“Your own people?” the man echoed.
“Yes; they are mine now. The hills and the sky and the fields and the woods began my cure—taught me that beauty hadn’t died because I was unhappy, but it was neighboring that taught me to be happy again. We’re a selfish lot with our loves, aren’t we? I had been quite contented with my half dozen out of the world. The rest didn’t count for me. They were just chorus—merry villagers, you know—quite unimportant except for stage effect. Then when I was left alone, I found that I needed those others—and that they needed me. After I learned that lesson, I put away sorrow. One doesn’t forget, of course. One misses always; but one loves and helps and is glad. It’s a joyful old world, isn’t it?”
“In spots.” The man’s voice was dubious.
“Wait until you’ve adopted the Valley,” advised the girl, laughingly. “You’ve made a splendid beginning with Peggy.

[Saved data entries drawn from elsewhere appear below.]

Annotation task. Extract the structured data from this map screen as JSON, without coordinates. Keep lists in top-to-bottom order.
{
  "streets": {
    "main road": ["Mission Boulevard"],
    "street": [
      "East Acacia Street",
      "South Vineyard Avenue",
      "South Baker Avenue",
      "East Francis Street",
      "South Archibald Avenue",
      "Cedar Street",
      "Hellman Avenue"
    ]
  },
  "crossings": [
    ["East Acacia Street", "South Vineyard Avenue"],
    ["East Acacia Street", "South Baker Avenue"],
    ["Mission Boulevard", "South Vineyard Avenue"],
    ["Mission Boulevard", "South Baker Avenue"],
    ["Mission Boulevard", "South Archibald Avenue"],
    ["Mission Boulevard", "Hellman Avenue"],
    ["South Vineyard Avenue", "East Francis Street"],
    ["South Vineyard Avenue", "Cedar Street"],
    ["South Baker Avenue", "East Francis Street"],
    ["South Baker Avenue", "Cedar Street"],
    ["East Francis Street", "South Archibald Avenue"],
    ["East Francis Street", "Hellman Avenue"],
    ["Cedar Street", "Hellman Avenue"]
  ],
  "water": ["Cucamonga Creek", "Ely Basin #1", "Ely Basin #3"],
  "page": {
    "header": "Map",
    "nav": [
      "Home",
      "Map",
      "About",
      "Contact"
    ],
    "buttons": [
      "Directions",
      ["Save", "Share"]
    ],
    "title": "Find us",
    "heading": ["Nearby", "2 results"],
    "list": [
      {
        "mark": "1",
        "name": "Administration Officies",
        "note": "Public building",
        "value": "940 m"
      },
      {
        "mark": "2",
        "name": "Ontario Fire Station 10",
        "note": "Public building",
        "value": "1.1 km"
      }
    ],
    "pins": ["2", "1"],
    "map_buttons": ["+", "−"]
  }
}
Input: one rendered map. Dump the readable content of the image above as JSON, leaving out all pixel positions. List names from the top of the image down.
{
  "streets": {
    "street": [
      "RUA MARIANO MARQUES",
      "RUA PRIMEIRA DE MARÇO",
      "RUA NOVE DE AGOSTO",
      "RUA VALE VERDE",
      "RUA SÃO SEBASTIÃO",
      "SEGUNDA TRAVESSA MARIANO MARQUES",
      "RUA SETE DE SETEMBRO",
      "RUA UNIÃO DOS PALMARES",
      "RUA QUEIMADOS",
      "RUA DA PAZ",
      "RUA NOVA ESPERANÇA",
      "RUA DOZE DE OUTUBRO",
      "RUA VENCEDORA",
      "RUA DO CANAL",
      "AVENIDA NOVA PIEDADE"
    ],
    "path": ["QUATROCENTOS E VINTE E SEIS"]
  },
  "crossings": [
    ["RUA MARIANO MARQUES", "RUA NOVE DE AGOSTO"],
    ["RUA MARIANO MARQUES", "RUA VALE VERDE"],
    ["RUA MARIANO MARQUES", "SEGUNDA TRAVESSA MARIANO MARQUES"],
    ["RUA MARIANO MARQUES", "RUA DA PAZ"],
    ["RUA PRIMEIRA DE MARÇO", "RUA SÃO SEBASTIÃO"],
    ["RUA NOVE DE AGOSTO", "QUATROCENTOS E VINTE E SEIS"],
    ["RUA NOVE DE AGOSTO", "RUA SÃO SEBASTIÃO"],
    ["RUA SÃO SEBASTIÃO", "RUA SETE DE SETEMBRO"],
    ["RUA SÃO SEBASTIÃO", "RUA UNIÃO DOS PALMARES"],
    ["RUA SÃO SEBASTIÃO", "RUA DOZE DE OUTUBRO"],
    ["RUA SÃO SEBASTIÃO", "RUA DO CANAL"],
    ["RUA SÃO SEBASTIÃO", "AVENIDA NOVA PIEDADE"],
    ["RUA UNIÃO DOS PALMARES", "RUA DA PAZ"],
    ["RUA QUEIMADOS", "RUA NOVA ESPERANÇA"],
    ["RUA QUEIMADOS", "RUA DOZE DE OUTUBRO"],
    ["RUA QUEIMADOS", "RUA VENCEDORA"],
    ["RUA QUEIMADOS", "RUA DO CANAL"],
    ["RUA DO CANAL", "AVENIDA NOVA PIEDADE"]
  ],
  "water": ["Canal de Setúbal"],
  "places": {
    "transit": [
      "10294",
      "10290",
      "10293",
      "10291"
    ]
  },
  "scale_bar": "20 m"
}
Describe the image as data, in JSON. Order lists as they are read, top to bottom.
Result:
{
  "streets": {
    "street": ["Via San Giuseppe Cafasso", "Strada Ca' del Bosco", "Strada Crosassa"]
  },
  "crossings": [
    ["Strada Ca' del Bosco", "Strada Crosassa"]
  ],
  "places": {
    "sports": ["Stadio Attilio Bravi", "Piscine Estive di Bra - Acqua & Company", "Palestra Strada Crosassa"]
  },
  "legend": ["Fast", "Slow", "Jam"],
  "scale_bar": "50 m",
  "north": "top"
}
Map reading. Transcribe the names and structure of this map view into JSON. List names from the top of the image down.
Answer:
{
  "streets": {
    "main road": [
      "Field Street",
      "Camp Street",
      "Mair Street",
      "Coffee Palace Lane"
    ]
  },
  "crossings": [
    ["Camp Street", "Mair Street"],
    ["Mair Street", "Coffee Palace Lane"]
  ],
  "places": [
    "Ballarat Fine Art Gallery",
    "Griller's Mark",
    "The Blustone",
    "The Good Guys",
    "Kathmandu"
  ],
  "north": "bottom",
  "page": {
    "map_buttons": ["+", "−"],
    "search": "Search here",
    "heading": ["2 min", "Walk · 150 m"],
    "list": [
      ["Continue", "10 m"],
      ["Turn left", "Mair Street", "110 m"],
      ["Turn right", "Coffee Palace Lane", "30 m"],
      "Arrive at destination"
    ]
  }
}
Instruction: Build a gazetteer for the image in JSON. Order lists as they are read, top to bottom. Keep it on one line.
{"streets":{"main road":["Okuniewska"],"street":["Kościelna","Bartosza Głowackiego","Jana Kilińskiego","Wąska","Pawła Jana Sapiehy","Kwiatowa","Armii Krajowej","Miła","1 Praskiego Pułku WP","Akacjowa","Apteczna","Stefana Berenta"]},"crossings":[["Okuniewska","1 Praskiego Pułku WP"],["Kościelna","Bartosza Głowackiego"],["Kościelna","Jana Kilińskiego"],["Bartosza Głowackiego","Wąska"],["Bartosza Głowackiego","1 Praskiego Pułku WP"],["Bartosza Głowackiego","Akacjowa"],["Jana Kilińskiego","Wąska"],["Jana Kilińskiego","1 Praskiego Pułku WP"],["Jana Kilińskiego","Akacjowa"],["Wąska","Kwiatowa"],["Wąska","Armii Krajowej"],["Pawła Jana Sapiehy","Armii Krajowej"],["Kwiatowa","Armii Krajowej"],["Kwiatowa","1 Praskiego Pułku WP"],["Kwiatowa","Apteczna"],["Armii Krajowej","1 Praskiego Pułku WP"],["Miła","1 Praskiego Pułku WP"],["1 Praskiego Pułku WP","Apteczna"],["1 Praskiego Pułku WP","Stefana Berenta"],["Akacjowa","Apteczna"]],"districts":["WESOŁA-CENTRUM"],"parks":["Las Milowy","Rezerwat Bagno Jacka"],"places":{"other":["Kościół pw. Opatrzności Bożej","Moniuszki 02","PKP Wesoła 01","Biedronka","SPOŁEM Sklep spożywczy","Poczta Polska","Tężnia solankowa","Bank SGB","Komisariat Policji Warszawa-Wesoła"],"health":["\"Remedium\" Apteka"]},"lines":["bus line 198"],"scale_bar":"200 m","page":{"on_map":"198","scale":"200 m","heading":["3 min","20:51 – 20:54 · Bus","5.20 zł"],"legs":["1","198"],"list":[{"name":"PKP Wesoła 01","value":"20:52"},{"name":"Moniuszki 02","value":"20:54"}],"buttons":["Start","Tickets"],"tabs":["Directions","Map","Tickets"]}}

In the meantime, Ellen’s bringing hot scones and more plum jam. Who says this is a vale of tears?”
“It has its smiling moments,” confessed the doubting one.
They talked of many things there beside the flickering fire.
The girl and her father had roamed the world in the days before he left her.
“We were alone together after Mother died,” she said, “and he was restless always, though he kept laughter on his lips; so we went here and there, drifting back to New York now and again. He was the best of comrades and welcome everywhere. Dear old Dad! All the world made friends with him. He was Irish. Did I tell you that before? Clever, irresponsible, adorable Irish. Peggy and I have a bond in our Irish blood, but I’ve none of the brogue. The pity of it! Father’s was creamy, always. You should have heard him tell an Irish story—and seen him tell it! No wonder it’s easy for me to be happy even now that he’s gone from me. I learned the way of it from him, though all the time he’d the broken heart over my mother’s going.”
She was talking half to herself now, and smiling into the fire as though she had forgotten the listening man.
“We were in New York when he went away from me,” she said. “I couldn’t believe that he was very ill. He had always been so alive—so splendidly, buoyantly alive. It seemed to me that, in the end, he would laugh at death and beat it off; but he knew.